> INPUT DATA
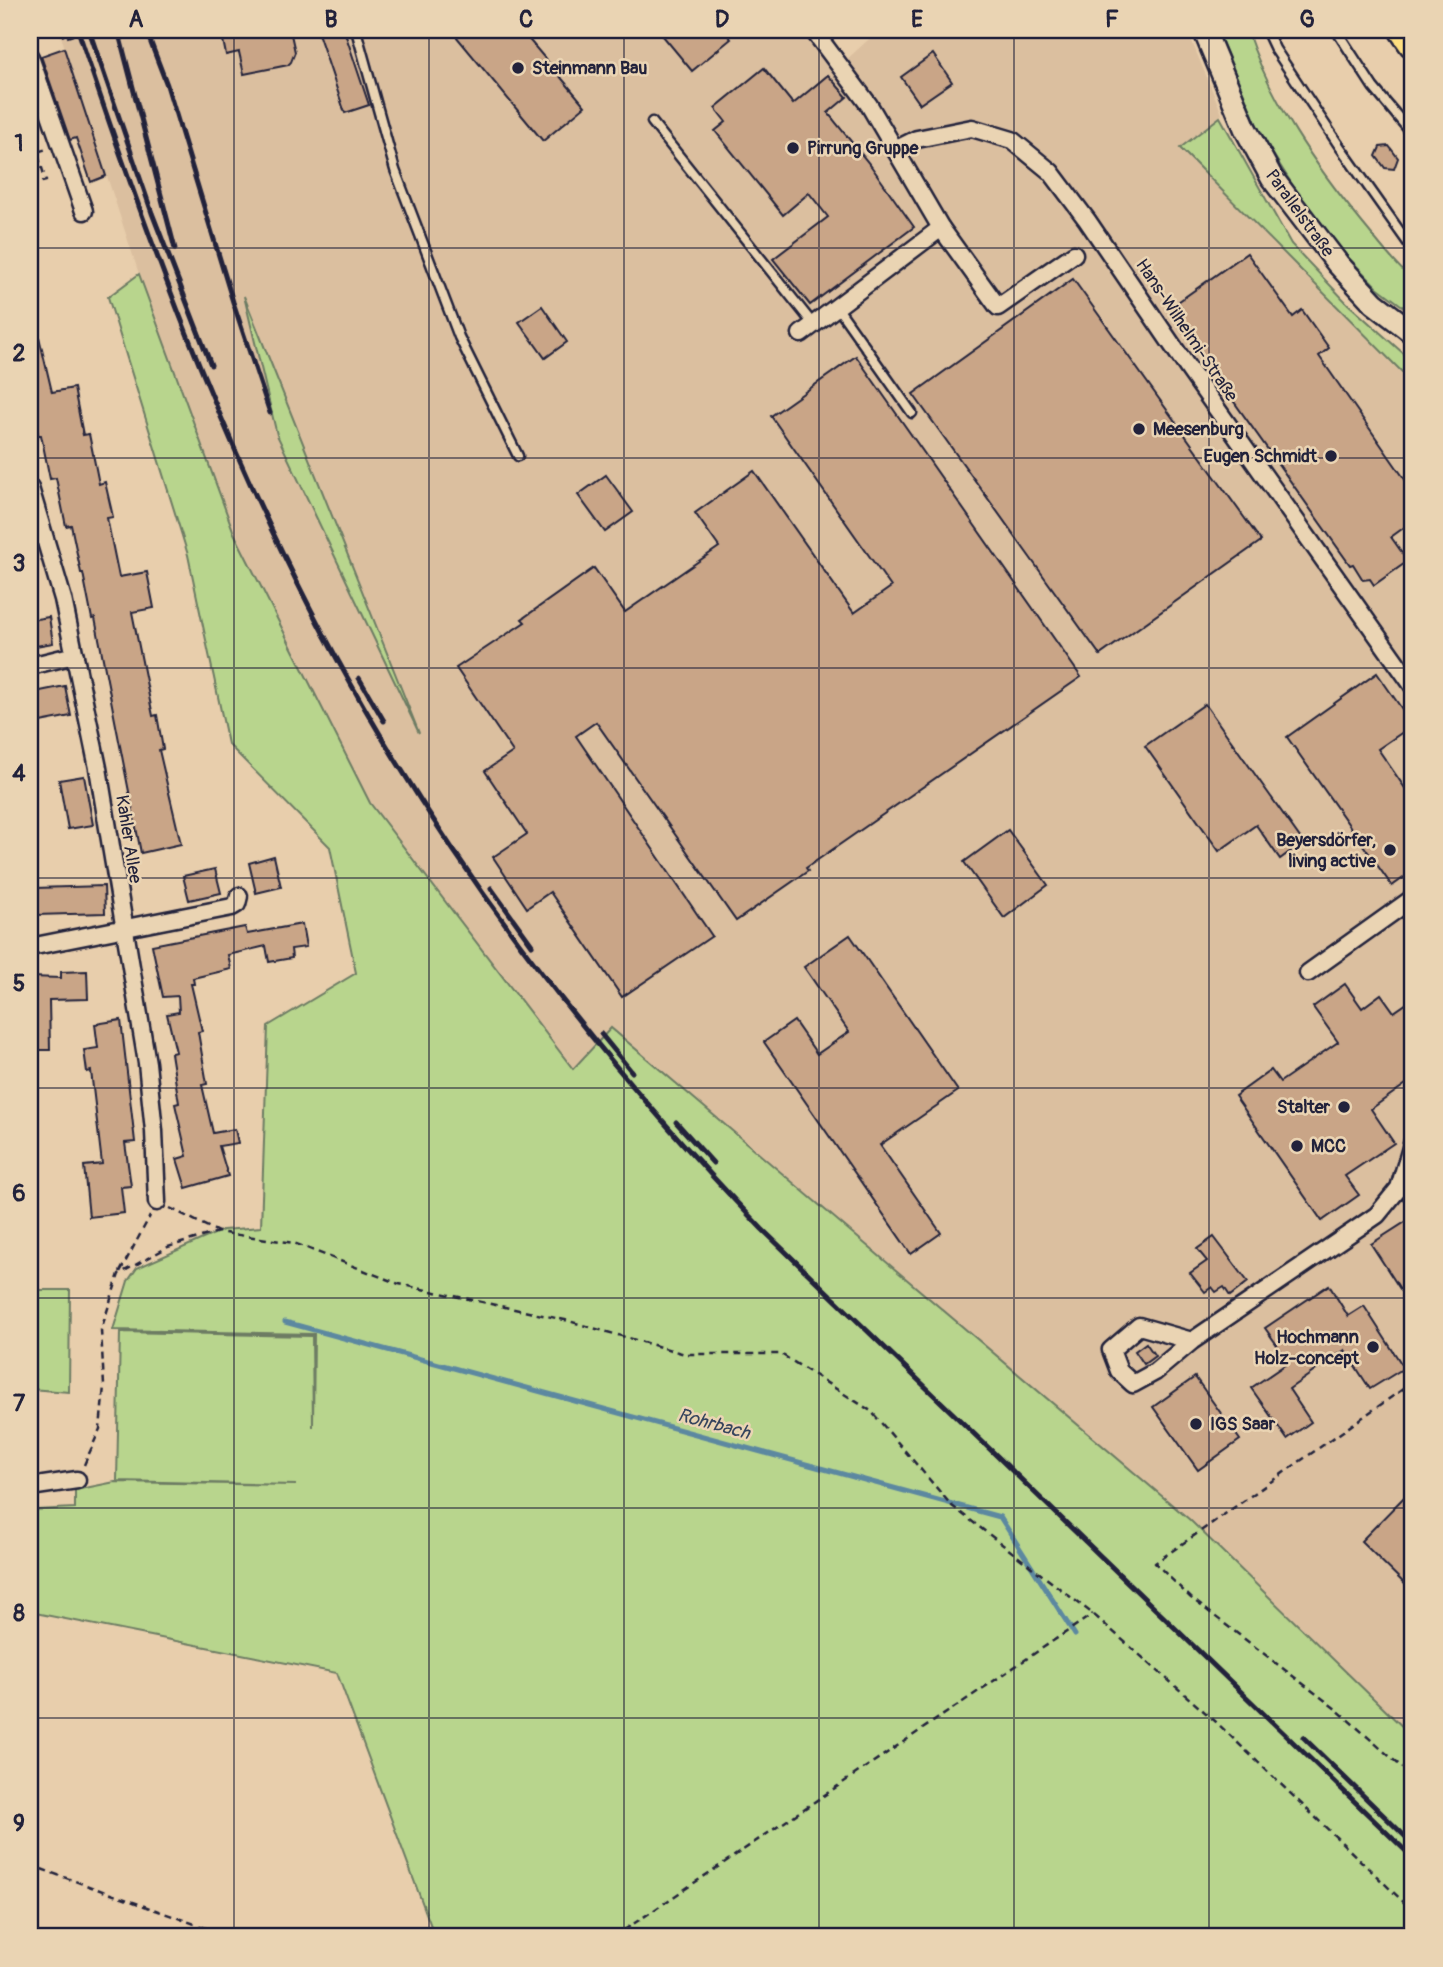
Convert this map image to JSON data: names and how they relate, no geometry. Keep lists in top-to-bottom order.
{
  "streets": {
    "street": ["Parallelstraße", "Hans-Wilhelmi-Straße", "Kahler Allee"]
  },
  "water": ["Rohrbach"],
  "places": [
    "Steinmann Bau",
    "Pirrung Gruppe",
    "Meesenburg",
    "Eugen Schmidt",
    "Beyersdörfer, living active",
    "Stalter",
    "MCC",
    "Hochmann Holz-concept",
    "IGS Saar"
  ],
  "grid": {
    "columns": [
      "A",
      "B",
      "C",
      "D",
      "E",
      "F",
      "G"
    ],
    "rows": [
      "1",
      "2",
      "3",
      "4",
      "5",
      "6",
      "7",
      "8",
      "9"
    ]
  }
}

> EXERCISE
I'd like every record printed exactly, with the pictures left out.

> COMPLETED TASK
Convert this map image to JSON data: names and how they relate, no geometry. Keep lists in top-to-bottom order.
{
  "streets": {
    "street": ["Parallelstraße", "Hans-Wilhelmi-Straße", "Kahler Allee"]
  },
  "water": ["Rohrbach"],
  "places": [
    "Steinmann Bau",
    "Pirrung Gruppe",
    "Meesenburg",
    "Eugen Schmidt",
    "Beyersdörfer, living active",
    "Stalter",
    "MCC",
    "Hochmann Holz-concept",
    "IGS Saar"
  ],
  "grid": {
    "columns": [
      "A",
      "B",
      "C",
      "D",
      "E",
      "F",
      "G"
    ],
    "rows": [
      "1",
      "2",
      "3",
      "4",
      "5",
      "6",
      "7",
      "8",
      "9"
    ]
  }
}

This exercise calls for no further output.